TASK INSTRUCTIONS:
For the data below, tally how many lines contain "turn" and answer only with that tally.

SUPPLIED ENTRIES Block Start

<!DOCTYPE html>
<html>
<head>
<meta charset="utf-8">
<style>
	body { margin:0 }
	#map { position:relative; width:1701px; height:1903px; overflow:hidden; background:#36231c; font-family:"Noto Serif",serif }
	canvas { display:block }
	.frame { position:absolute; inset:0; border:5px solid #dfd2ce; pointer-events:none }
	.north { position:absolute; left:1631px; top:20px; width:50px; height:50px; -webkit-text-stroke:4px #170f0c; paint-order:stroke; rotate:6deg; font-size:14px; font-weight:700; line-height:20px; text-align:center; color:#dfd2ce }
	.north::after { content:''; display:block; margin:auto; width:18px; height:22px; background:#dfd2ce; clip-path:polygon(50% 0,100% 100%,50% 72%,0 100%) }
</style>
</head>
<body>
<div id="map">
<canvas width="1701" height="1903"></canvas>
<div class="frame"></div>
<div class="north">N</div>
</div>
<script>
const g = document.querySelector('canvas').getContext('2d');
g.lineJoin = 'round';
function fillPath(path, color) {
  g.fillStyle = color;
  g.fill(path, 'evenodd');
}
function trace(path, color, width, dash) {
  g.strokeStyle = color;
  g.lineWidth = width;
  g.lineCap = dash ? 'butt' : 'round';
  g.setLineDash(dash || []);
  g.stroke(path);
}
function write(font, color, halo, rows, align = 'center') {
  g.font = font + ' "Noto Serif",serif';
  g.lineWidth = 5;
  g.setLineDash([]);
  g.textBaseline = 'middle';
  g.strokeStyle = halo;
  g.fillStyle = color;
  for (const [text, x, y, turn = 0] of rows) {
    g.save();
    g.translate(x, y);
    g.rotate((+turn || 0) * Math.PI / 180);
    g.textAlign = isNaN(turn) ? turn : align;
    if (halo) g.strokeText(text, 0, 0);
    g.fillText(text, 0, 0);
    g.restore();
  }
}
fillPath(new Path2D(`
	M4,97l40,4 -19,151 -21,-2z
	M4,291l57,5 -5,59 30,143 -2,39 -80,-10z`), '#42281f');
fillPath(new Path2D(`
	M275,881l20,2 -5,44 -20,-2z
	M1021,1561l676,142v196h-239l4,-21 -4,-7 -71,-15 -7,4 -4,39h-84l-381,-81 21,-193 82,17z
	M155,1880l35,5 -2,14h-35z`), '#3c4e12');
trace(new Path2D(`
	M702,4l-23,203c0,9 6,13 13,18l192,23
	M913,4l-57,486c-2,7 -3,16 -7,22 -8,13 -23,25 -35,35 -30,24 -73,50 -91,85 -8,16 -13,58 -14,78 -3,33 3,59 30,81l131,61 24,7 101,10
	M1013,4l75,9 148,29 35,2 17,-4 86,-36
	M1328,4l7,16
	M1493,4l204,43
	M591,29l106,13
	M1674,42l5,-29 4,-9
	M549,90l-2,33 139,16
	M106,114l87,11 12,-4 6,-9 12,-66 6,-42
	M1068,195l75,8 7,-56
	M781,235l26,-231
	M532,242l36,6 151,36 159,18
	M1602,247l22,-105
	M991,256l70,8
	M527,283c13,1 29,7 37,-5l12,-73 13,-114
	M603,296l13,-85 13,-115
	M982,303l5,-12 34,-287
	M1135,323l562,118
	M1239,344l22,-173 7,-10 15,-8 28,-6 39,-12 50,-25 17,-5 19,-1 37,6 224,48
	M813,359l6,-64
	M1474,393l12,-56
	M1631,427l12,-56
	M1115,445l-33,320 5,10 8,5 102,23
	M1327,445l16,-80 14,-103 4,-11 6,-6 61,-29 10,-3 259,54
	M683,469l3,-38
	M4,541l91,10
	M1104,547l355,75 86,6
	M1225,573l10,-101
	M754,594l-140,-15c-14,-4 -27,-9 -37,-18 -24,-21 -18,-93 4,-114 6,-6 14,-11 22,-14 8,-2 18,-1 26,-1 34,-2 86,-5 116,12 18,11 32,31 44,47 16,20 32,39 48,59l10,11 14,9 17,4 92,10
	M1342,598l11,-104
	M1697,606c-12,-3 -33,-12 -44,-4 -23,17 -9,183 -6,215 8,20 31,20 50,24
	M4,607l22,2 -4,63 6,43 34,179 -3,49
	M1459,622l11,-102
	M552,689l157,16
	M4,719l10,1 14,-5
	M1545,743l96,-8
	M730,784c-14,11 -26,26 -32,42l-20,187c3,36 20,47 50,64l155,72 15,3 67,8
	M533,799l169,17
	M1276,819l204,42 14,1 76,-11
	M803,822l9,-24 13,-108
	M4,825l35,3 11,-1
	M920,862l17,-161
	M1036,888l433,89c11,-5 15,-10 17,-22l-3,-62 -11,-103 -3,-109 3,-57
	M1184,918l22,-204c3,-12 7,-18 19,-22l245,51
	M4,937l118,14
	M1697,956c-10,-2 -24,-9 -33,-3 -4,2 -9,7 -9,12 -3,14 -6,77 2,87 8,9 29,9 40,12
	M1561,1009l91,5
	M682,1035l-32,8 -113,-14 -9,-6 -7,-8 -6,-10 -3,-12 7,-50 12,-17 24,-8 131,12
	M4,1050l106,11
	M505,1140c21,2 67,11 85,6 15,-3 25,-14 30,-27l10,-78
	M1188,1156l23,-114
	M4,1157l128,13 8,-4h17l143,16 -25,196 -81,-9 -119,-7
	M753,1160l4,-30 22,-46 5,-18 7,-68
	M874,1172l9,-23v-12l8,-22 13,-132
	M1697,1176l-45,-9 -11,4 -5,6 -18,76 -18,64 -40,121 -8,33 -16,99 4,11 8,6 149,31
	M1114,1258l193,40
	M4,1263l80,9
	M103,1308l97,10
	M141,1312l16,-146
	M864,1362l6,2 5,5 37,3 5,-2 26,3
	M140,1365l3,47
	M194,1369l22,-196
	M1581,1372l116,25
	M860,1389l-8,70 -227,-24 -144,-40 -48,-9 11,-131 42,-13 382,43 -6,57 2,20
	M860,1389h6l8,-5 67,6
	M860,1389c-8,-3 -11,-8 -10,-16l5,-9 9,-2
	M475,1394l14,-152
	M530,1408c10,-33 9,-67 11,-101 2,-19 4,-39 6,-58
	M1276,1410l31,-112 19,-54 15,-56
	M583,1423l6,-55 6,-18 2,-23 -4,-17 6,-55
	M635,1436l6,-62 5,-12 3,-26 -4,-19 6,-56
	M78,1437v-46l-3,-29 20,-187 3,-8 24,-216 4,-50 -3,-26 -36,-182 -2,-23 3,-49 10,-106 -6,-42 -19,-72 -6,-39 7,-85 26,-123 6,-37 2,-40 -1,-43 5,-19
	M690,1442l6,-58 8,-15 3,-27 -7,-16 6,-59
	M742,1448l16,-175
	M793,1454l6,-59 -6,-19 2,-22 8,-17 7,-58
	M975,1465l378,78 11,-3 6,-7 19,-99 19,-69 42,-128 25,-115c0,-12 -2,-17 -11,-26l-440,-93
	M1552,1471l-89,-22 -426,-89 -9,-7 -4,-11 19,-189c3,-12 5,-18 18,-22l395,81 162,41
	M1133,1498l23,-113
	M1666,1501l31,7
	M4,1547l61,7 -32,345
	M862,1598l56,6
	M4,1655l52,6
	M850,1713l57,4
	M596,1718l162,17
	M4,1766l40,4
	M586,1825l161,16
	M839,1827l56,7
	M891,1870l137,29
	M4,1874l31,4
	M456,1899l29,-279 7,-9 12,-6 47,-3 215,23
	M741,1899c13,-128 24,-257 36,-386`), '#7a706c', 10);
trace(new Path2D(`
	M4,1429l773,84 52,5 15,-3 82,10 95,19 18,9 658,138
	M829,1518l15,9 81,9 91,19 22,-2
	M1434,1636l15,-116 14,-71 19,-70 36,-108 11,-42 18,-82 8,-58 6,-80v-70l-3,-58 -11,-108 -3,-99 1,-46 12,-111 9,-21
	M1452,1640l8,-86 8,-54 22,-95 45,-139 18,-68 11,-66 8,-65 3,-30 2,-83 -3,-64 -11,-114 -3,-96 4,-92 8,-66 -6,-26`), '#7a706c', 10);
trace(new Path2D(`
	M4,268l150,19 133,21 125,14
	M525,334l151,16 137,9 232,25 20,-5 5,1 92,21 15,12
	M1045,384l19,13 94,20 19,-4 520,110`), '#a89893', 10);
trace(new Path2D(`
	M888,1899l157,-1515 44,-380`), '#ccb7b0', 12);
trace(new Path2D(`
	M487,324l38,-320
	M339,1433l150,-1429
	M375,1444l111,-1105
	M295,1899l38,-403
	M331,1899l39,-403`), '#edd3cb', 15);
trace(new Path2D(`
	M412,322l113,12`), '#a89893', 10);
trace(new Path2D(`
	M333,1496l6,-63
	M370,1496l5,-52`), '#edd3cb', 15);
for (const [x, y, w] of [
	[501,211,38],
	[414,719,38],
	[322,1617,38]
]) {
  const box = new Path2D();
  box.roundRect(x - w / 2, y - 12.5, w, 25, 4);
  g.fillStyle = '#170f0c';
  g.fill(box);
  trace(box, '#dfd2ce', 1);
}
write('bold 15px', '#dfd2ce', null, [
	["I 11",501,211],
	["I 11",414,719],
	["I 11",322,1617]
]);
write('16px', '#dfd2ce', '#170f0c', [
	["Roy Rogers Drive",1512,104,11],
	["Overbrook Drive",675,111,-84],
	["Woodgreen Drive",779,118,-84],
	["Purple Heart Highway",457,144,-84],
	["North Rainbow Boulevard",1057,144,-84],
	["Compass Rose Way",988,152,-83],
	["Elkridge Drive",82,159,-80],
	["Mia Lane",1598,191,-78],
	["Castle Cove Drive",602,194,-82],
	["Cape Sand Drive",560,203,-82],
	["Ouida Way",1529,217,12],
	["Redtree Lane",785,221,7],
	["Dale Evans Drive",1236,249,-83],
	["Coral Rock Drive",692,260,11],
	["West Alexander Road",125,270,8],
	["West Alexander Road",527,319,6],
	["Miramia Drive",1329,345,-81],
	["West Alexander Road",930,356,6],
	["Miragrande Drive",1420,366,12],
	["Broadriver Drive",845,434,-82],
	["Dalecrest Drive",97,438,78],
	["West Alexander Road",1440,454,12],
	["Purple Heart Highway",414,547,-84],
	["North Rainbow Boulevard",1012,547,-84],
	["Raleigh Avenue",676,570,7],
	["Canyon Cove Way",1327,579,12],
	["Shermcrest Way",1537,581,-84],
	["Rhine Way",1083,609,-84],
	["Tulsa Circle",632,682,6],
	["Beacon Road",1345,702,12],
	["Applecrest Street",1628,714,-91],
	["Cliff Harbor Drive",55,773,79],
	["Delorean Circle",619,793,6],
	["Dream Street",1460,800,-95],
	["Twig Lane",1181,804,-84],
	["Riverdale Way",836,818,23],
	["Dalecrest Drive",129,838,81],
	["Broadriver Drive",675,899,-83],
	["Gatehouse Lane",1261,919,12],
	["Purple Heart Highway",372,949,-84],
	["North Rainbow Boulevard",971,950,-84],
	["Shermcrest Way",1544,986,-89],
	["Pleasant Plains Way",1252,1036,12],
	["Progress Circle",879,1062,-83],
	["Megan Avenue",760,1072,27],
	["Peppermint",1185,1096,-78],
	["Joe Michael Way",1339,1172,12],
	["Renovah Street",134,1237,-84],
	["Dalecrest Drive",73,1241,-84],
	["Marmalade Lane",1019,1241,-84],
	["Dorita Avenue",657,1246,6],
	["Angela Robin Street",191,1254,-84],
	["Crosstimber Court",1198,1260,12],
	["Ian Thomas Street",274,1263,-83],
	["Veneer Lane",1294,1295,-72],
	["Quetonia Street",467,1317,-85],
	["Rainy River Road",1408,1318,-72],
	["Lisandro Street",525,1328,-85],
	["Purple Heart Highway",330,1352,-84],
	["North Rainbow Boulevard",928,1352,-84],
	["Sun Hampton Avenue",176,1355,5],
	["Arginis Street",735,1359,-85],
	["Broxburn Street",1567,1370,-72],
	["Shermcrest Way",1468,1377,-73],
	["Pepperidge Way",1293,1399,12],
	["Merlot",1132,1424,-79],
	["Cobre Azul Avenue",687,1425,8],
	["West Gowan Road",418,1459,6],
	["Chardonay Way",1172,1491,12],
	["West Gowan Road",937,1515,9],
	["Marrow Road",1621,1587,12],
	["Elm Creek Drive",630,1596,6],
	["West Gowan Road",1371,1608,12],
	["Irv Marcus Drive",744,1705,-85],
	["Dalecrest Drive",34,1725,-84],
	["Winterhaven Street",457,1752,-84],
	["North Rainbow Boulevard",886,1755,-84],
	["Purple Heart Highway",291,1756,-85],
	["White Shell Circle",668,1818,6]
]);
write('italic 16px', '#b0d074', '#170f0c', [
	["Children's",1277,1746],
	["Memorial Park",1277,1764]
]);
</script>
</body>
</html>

SUPPLIED ENTRIES Block End

REPLY:
3